Estimation of the expected value \mathbb{E}\left(B_k\right), for the indirect-use asset also depends on the land characteristics of location k and the quantity of the renewable resource harvested. In addition, ecosystem services possess interdependencies that can be positively or negatively correlated in the kth cell of land. The spatial correlations affect the qualities and quantities of ecosystem services that are provisioned ultimately. Because a land assessment unit provisions a variety of ecosystem services the security is the weighted average of the expected benefits for the indirect use:

\mathbb{E}\left(B_k\right)=p_{sb_i}\left(\sum_{k=1}^{K}\sum_{i=0}^{I}\left(b_{ik}\right)\bullet\left(\left(1+r_{B_n}\right)^{{RI}_k}\right)\right) (2)
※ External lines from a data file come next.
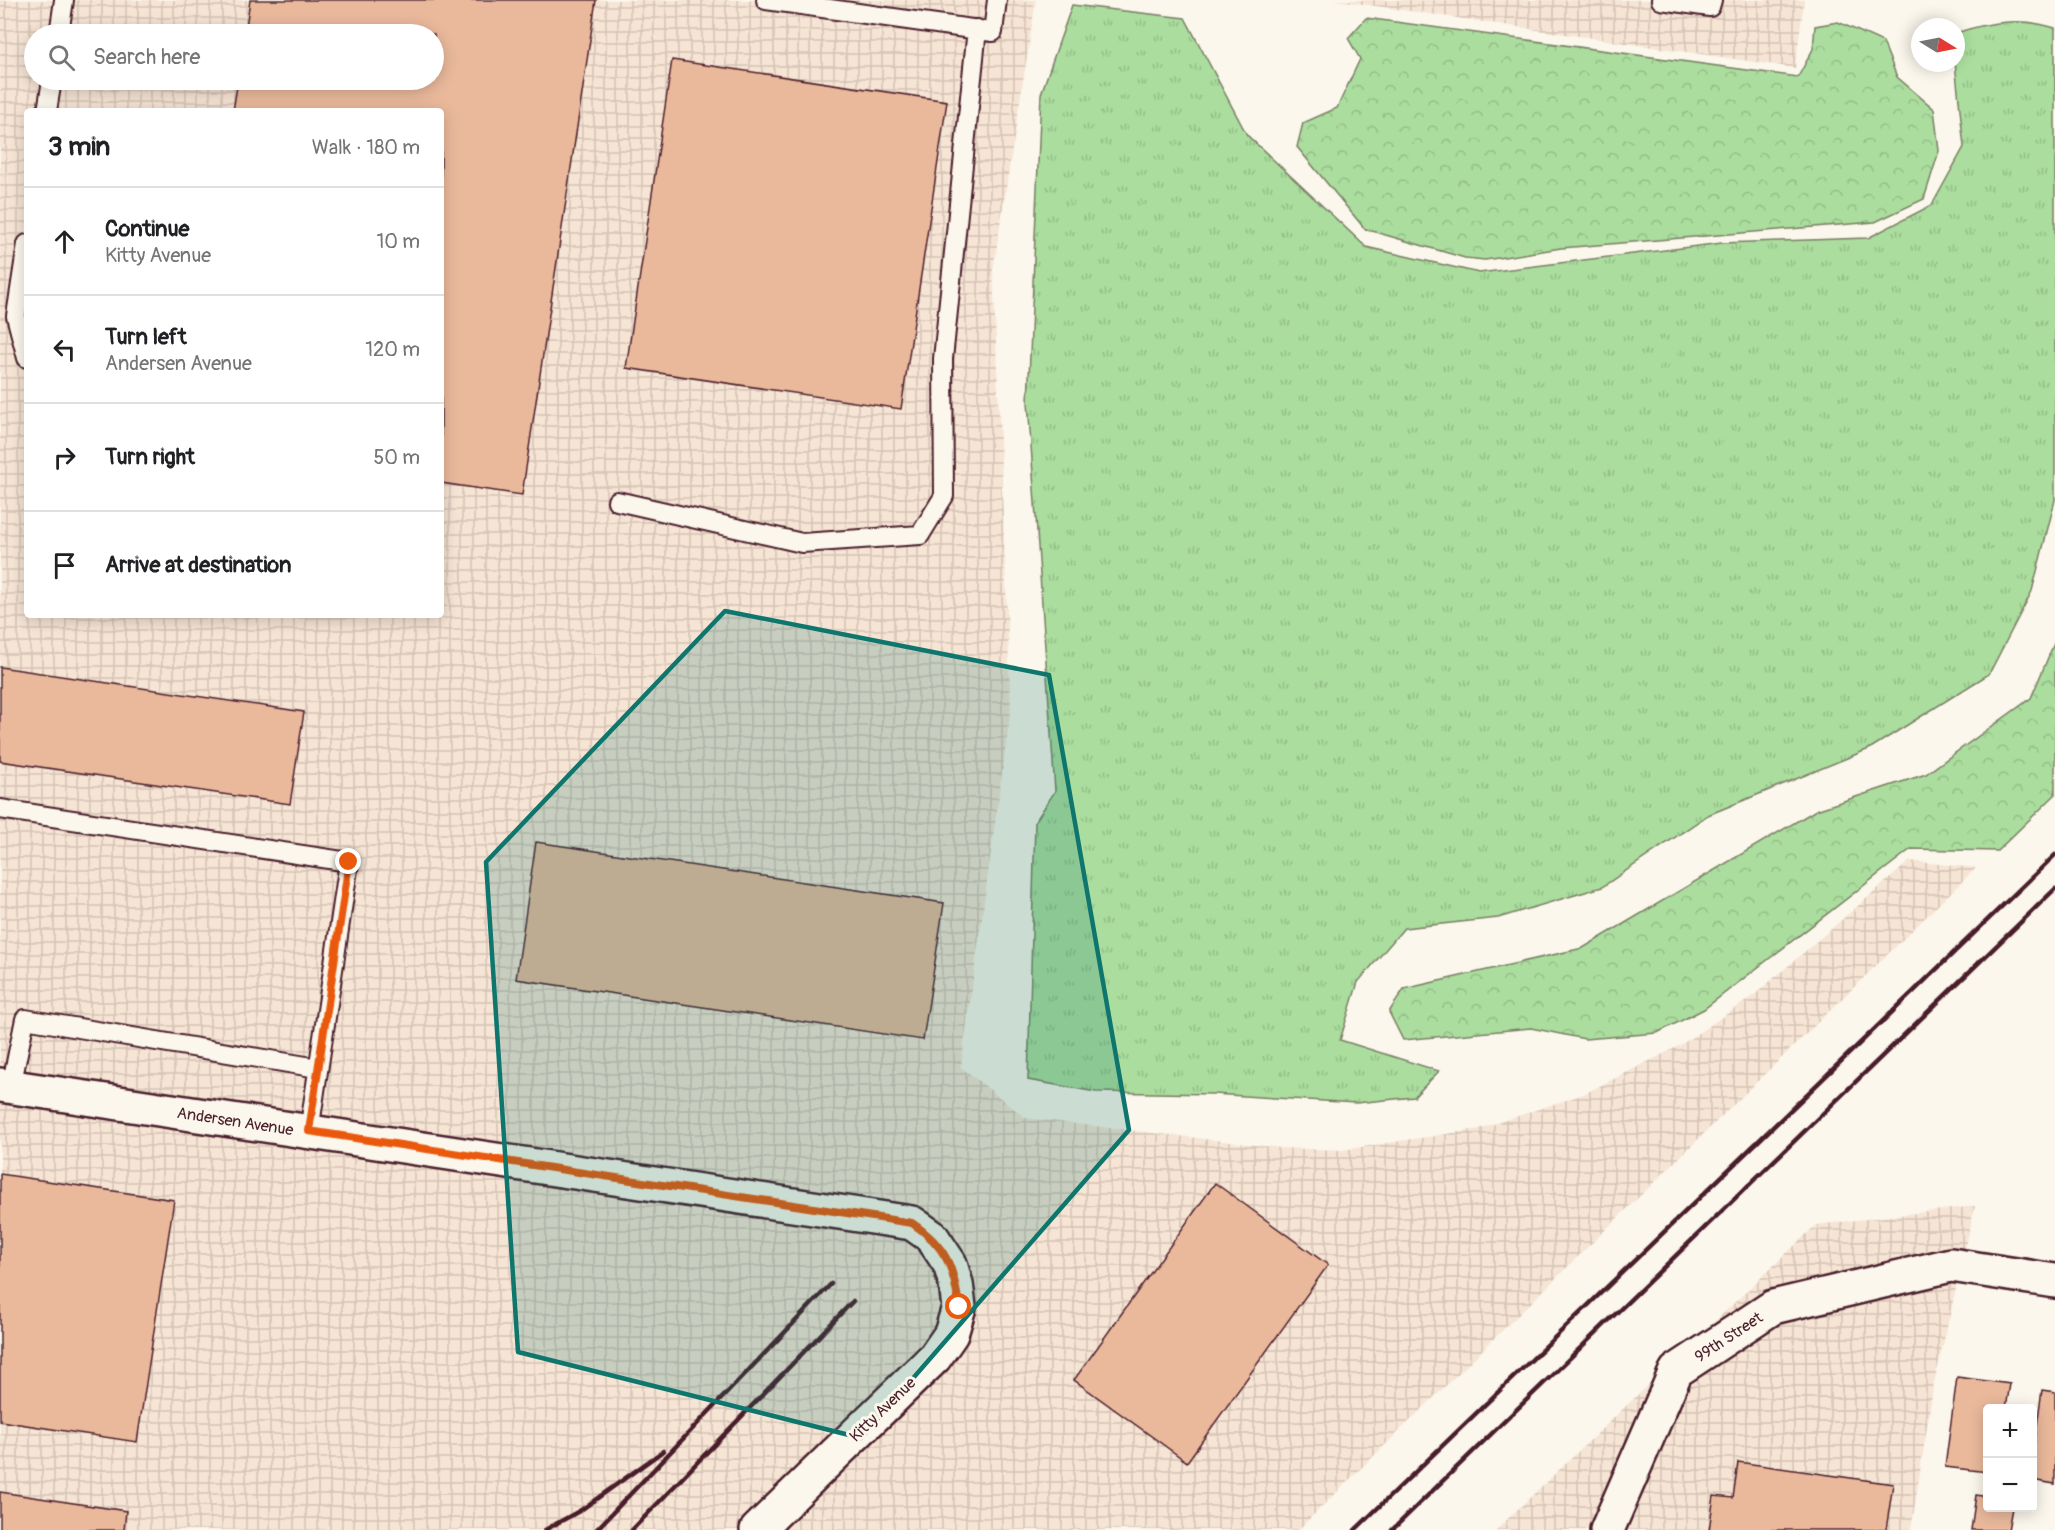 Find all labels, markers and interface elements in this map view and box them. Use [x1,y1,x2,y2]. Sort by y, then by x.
north arrow [1911,18,1965,72]
search box [24,24,444,90]
icon: search [45,41,78,74]
text: Search here [93,43,200,71]
text: 3 min [48,131,110,163]
text: Walk · 180 m [312,135,420,160]
text: Continue [105,215,189,243]
icon: ahead [48,225,81,258]
text: 10 m [376,229,420,254]
text: Kitty Avenue [105,243,211,268]
text: Turn left [105,323,187,351]
icon: left [48,333,81,366]
text: 120 m [365,337,420,362]
text: Andersen Avenue [105,351,252,376]
icon: right [48,441,81,474]
text: Turn right [105,443,195,471]
text: 50 m [373,445,420,470]
icon: arrive [48,549,81,582]
text: Arrive at destination [105,551,291,579]
route end [335,848,361,874]
street label: Andersen Avenue [176,1103,295,1140]
route start [945,1293,971,1319]
street label: 99th Street [1691,1307,1767,1367]
street label: Kitty Avenue [845,1373,920,1446]
map controls [1983,1404,2037,1512]
button: + [1983,1404,2037,1458]
button: − [1983,1458,2037,1512] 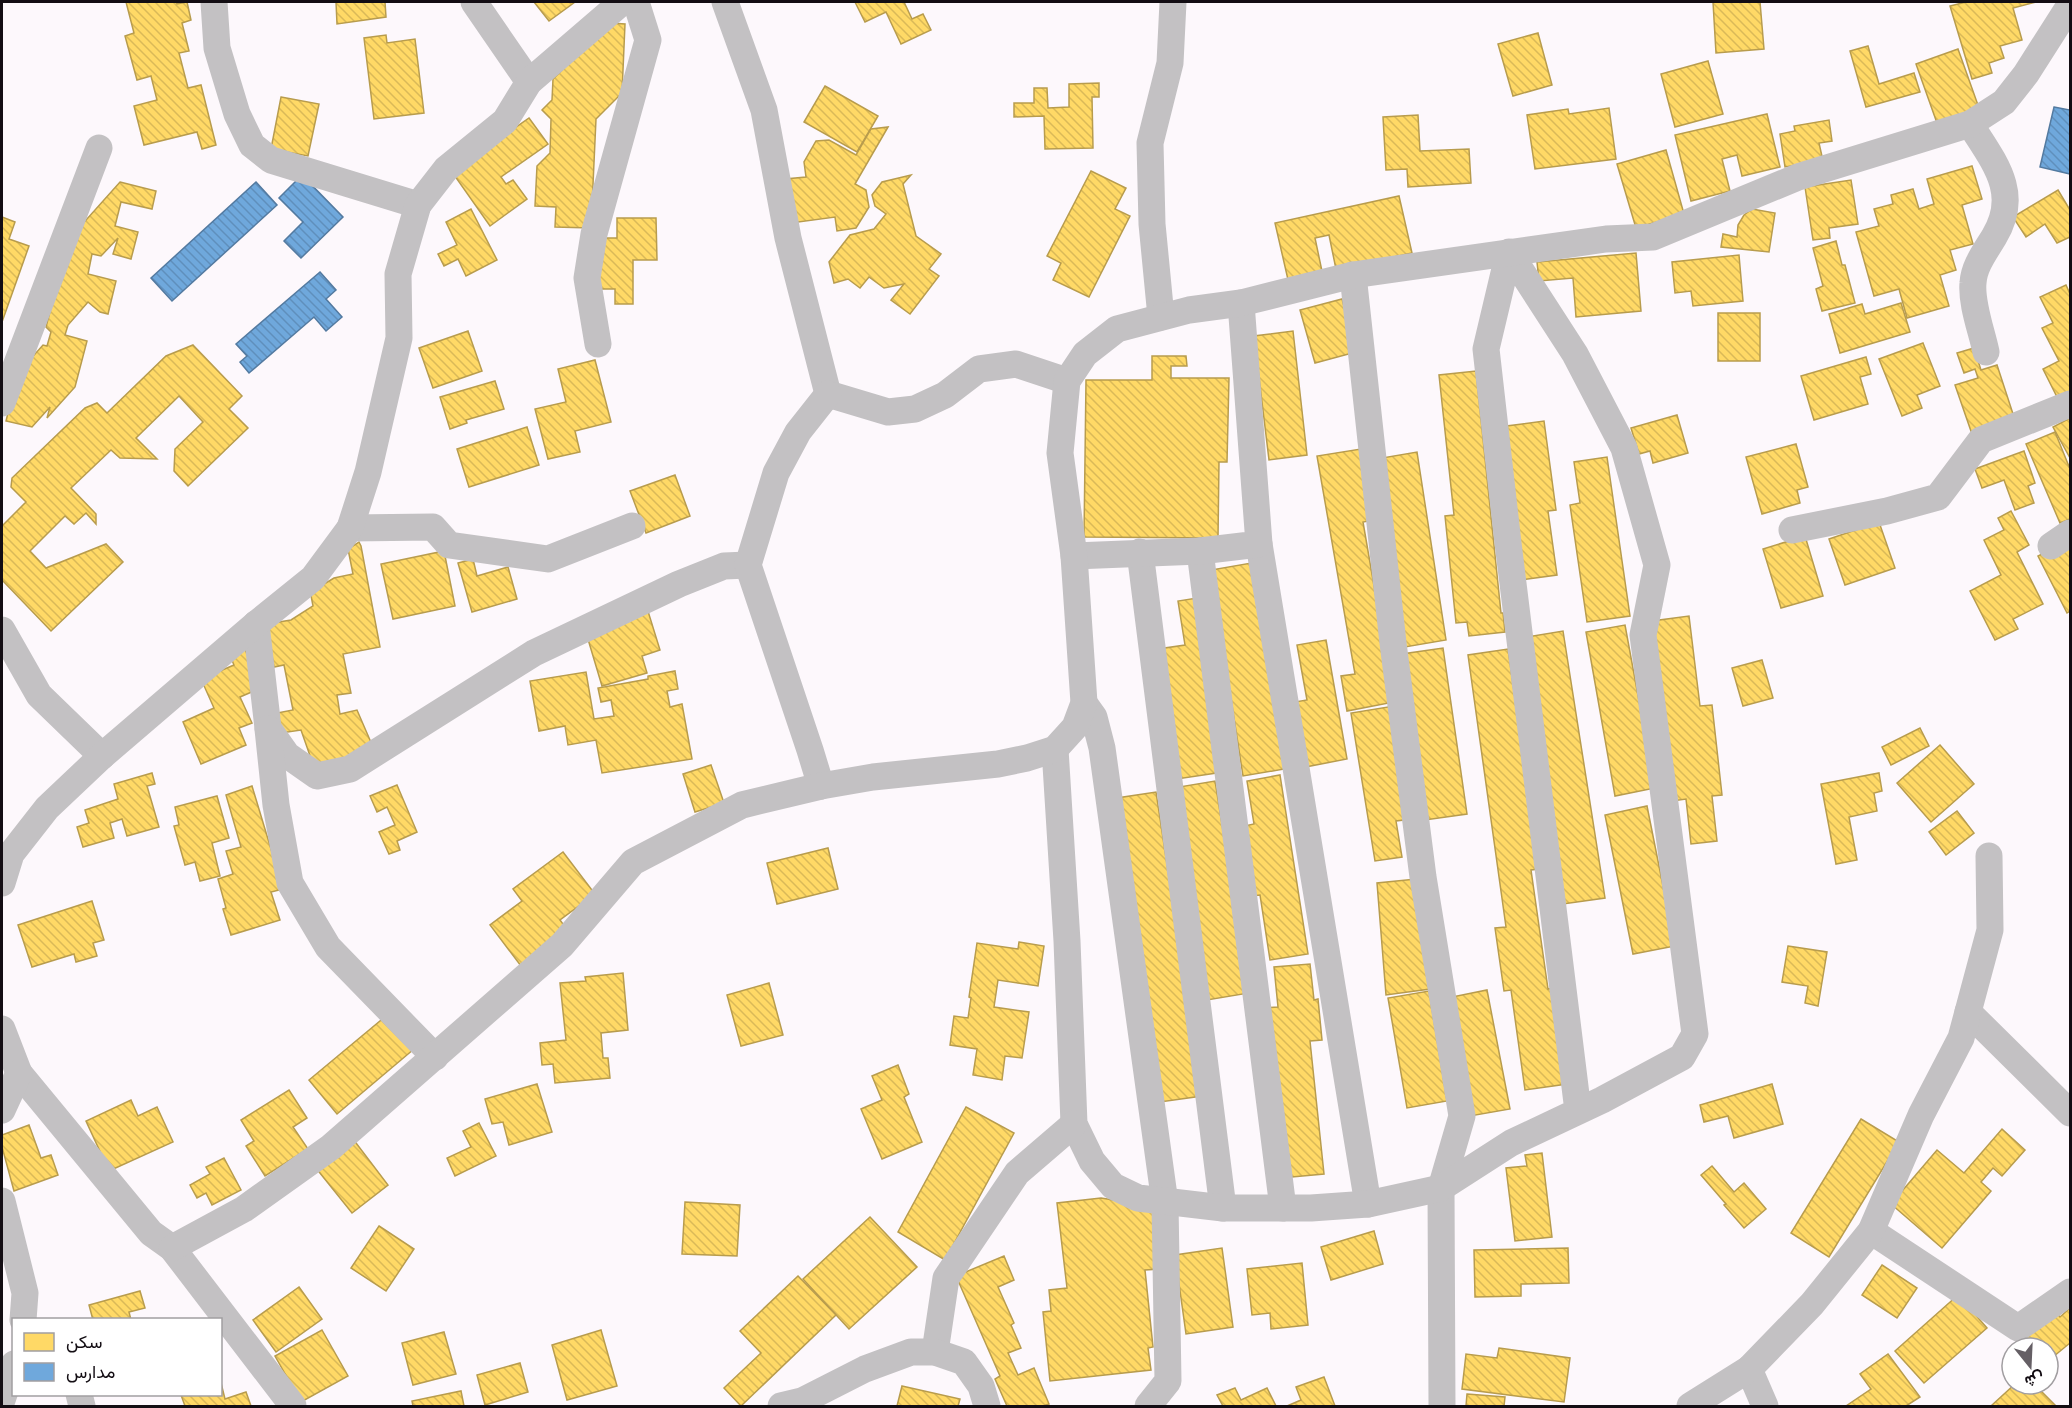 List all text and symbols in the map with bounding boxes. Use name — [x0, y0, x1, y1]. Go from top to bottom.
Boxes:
legend — [12, 1318, 222, 1396]
text: سكن — [66, 1330, 102, 1353]
north arrow — [2000, 1336, 2060, 1396]
text: مدارس — [66, 1360, 115, 1383]
text: ش — [2022, 1368, 2047, 1393]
where \mathbb{E}\left(B_k\right) is the expected forest NPV of the interdependent ecosystem service benefits in k for RIk land use rotation(s) in F, B_k is an estimate of the gross conservation return (Murdoch et al. 2007), r_{B_n} is a green / social rate of discount, p_{sb_i} is the joint probability where p_{sb_i}=p_s\cdot p\left(b_i\left|s\right.\right), p\left(b_i\left|s\right.\right) is the conditional probability of obtaining a quantity provisioned for ecosystem service i given scenario s, and \left(b_{ik}\right) is the expected benefit from ecosystem service i in k in F. The appendix contains the method for calculating ecosystem service provision benefits. When treated as an asset for a forest harvest rotation time period, {RI}_k=n, or the forest can remain intact in perpetuity, and {RI}_k=\infty. By adding ecosystem services provisioned in equation 2 to direct-use benefits in equation 1, the new combined value is denoted as the forest Net Resource Value {NRV}_F:

{NRV}_F\equiv\mathbb{E}\left(\upsilon_k\right)+\mathbb{E}\left(B_k\right) (3)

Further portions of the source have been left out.